(Dataset entries)
========

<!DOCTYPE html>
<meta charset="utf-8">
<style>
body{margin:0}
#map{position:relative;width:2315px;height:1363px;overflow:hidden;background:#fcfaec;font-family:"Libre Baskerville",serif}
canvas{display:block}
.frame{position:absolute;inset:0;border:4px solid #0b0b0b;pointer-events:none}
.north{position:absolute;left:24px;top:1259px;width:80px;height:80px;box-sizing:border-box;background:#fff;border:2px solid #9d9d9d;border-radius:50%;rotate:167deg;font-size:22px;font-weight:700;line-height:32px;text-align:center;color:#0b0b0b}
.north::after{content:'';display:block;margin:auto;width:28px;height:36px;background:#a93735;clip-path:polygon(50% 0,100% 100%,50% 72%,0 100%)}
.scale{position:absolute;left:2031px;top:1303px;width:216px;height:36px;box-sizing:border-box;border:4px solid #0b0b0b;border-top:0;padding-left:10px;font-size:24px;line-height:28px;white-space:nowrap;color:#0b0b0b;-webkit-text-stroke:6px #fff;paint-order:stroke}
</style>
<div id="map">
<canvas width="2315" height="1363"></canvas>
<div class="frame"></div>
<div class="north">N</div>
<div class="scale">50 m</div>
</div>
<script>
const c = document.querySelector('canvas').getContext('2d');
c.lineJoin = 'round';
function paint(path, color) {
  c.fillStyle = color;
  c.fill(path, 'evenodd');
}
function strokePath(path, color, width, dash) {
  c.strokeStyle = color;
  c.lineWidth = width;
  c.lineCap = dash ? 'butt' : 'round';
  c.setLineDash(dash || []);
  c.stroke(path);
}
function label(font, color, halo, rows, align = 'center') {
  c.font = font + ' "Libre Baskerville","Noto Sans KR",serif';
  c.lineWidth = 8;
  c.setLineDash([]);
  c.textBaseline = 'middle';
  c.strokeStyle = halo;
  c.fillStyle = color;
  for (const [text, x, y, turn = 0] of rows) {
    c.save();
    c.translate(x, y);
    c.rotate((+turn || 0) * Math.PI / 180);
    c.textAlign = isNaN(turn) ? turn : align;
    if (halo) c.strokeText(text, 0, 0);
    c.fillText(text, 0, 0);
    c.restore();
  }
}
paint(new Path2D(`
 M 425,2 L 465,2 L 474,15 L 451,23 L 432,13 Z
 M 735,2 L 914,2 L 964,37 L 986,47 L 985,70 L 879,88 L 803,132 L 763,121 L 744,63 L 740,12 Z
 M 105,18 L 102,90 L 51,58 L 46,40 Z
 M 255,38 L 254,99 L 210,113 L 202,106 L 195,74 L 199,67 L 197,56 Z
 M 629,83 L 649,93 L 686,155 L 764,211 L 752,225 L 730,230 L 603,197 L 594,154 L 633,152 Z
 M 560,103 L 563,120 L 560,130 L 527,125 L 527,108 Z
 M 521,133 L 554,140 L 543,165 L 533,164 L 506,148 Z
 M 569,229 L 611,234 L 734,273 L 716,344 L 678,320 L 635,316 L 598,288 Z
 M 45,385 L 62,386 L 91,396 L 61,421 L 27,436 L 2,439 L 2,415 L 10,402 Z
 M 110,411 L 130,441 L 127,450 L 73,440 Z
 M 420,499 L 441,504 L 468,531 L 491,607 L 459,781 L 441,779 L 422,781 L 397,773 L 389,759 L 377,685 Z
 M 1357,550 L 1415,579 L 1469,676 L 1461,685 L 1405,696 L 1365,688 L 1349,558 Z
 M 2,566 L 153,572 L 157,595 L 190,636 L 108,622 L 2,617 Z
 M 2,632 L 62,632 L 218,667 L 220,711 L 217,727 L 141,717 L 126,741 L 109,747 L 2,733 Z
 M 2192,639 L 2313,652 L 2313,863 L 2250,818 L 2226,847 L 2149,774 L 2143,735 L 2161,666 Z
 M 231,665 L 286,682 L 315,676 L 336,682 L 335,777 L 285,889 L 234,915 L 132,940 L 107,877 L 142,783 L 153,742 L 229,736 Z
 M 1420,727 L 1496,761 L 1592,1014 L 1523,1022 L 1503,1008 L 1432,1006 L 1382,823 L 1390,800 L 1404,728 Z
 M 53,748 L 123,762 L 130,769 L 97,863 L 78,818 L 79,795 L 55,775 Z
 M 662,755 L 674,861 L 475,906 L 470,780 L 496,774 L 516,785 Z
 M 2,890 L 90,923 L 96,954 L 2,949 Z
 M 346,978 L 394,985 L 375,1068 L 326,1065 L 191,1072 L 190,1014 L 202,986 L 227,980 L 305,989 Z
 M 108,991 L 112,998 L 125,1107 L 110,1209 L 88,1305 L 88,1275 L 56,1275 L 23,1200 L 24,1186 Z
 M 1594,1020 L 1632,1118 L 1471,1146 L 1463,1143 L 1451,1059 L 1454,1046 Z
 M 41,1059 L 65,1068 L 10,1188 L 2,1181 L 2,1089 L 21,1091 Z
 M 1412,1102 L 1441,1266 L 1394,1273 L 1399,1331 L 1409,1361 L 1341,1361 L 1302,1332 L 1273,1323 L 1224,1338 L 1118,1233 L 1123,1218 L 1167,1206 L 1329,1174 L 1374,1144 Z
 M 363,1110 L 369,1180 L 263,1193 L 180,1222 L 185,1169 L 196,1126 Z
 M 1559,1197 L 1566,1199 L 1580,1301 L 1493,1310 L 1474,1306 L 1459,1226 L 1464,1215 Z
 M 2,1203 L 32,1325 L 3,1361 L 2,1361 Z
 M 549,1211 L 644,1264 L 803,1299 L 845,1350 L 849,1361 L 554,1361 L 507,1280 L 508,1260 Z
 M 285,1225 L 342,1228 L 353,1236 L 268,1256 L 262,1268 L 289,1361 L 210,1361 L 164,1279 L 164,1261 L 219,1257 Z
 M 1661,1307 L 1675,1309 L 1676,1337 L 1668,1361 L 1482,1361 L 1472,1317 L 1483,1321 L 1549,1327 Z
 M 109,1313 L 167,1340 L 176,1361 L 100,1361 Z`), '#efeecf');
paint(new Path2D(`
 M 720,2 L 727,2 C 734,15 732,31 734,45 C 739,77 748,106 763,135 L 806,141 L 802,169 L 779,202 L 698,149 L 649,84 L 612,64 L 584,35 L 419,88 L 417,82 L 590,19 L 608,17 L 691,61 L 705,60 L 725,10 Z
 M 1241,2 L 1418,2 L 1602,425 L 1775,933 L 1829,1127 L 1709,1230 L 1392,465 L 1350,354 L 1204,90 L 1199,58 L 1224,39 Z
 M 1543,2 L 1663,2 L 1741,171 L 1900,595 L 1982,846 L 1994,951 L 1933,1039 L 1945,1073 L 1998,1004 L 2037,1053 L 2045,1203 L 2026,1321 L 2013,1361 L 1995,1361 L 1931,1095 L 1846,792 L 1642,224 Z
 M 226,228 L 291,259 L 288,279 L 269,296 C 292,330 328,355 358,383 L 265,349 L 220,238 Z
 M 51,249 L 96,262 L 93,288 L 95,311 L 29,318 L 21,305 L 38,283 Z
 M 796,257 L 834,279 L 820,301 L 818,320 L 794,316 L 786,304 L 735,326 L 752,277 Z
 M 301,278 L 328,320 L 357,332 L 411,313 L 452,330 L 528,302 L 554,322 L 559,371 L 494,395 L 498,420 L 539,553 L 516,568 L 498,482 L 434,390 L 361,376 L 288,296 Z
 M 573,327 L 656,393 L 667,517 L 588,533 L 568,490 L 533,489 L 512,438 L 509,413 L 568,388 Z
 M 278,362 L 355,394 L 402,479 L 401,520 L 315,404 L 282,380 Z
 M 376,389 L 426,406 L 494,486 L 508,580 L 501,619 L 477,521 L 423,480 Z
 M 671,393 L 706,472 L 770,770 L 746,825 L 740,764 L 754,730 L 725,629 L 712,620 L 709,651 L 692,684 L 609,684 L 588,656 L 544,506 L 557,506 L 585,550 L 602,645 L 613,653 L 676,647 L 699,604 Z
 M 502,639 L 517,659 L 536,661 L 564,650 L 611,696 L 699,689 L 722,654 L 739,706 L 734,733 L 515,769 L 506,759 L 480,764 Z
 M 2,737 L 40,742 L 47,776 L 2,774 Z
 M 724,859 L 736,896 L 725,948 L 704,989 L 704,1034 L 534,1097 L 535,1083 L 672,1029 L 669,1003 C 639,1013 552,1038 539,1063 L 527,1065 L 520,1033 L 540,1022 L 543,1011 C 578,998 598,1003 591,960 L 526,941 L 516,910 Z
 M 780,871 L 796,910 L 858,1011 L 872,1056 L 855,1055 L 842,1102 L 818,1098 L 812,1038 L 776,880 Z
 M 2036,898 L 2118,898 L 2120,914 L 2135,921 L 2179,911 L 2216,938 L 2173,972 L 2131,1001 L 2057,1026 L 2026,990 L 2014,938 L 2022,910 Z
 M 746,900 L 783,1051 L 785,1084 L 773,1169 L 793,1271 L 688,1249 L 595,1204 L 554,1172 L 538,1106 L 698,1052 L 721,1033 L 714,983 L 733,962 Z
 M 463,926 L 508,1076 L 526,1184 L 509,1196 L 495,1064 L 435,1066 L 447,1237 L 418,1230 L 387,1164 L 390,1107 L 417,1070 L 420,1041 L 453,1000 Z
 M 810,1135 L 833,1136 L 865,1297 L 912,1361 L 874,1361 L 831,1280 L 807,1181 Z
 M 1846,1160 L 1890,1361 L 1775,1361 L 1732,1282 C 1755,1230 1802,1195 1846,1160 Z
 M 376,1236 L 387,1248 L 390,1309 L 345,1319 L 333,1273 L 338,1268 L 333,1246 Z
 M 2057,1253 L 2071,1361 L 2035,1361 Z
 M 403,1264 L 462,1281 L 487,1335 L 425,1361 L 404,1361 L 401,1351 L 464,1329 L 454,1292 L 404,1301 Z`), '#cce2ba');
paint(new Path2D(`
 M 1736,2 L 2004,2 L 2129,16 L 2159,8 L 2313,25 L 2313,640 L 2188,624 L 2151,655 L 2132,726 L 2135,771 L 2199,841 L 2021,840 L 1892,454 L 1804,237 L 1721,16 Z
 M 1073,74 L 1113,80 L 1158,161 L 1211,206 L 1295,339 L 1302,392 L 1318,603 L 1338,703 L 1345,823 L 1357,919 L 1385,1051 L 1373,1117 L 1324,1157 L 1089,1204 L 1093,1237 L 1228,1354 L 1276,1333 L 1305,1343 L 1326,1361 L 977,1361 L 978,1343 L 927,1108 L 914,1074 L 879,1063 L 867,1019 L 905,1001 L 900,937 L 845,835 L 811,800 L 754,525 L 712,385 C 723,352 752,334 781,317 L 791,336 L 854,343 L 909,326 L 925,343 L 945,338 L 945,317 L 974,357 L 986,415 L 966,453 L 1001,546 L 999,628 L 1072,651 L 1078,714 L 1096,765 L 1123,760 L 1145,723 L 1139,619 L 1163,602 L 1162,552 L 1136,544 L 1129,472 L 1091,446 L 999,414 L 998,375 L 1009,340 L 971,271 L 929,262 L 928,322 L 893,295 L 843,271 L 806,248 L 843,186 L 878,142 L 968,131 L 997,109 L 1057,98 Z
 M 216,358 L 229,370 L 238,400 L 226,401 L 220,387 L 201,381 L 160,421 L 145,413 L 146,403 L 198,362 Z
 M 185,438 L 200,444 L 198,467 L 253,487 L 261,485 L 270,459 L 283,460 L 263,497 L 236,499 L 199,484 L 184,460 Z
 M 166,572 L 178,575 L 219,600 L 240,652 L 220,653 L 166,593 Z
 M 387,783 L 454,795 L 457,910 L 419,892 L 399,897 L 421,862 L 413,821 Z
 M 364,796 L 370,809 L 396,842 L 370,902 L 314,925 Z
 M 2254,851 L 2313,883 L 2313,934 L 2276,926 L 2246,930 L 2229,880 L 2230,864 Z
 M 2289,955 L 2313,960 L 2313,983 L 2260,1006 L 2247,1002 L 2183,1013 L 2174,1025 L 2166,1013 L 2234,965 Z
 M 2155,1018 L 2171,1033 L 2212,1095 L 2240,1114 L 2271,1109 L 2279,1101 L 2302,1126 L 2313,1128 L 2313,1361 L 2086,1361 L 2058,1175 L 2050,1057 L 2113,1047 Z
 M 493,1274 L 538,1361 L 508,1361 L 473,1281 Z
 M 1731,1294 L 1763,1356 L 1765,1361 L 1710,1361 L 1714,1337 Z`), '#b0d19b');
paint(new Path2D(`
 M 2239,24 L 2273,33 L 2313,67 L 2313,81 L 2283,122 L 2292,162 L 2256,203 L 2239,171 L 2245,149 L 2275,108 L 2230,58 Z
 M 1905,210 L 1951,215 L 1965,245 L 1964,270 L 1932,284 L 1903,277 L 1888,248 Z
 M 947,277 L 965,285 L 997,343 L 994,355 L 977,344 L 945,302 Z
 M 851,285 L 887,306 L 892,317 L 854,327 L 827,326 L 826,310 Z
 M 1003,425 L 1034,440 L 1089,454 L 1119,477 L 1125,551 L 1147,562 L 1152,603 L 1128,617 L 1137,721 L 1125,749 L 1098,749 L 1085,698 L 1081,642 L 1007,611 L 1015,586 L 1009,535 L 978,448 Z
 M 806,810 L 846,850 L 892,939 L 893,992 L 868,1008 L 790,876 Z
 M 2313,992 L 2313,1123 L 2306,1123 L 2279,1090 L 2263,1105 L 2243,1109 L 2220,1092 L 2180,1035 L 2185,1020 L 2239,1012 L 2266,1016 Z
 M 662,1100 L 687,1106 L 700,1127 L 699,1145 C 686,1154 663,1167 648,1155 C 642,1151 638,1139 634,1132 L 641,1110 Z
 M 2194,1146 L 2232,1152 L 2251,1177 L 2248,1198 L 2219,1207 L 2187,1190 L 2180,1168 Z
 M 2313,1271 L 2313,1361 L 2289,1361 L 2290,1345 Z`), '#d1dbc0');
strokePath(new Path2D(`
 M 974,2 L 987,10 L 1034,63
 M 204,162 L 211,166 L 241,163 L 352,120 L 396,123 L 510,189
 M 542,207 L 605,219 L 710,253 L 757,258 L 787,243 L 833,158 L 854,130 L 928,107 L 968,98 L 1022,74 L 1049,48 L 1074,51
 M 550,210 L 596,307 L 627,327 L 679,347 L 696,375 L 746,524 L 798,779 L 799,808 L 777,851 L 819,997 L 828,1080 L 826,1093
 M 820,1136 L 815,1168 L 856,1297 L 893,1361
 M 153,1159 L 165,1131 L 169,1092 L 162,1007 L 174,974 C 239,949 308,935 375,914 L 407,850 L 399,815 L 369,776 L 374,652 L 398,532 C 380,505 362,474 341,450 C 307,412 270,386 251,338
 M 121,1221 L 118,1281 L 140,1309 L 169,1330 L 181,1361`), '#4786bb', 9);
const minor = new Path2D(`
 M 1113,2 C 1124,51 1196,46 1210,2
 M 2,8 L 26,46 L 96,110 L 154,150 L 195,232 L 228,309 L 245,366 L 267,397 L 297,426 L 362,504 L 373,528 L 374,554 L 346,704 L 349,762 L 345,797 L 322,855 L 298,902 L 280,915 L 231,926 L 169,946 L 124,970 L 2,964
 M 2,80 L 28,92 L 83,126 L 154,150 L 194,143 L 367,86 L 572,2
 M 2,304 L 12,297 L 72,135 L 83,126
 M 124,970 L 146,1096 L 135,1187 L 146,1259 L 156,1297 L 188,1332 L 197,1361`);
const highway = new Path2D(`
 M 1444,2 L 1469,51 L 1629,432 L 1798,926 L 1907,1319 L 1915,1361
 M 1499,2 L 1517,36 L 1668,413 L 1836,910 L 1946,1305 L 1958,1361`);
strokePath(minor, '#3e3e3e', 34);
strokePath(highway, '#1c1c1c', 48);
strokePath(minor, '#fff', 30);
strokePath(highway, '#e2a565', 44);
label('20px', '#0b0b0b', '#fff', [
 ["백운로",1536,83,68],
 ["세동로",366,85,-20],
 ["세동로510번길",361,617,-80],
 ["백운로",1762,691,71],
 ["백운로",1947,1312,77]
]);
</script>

========

TASK OBJECTIVE
Look through the data and gather every line with the string "class" in it.

SOLUTION TO THIS PROBLEM
<div class="frame"></div>
<div class="north">N</div>
<div class="scale">50 m</div>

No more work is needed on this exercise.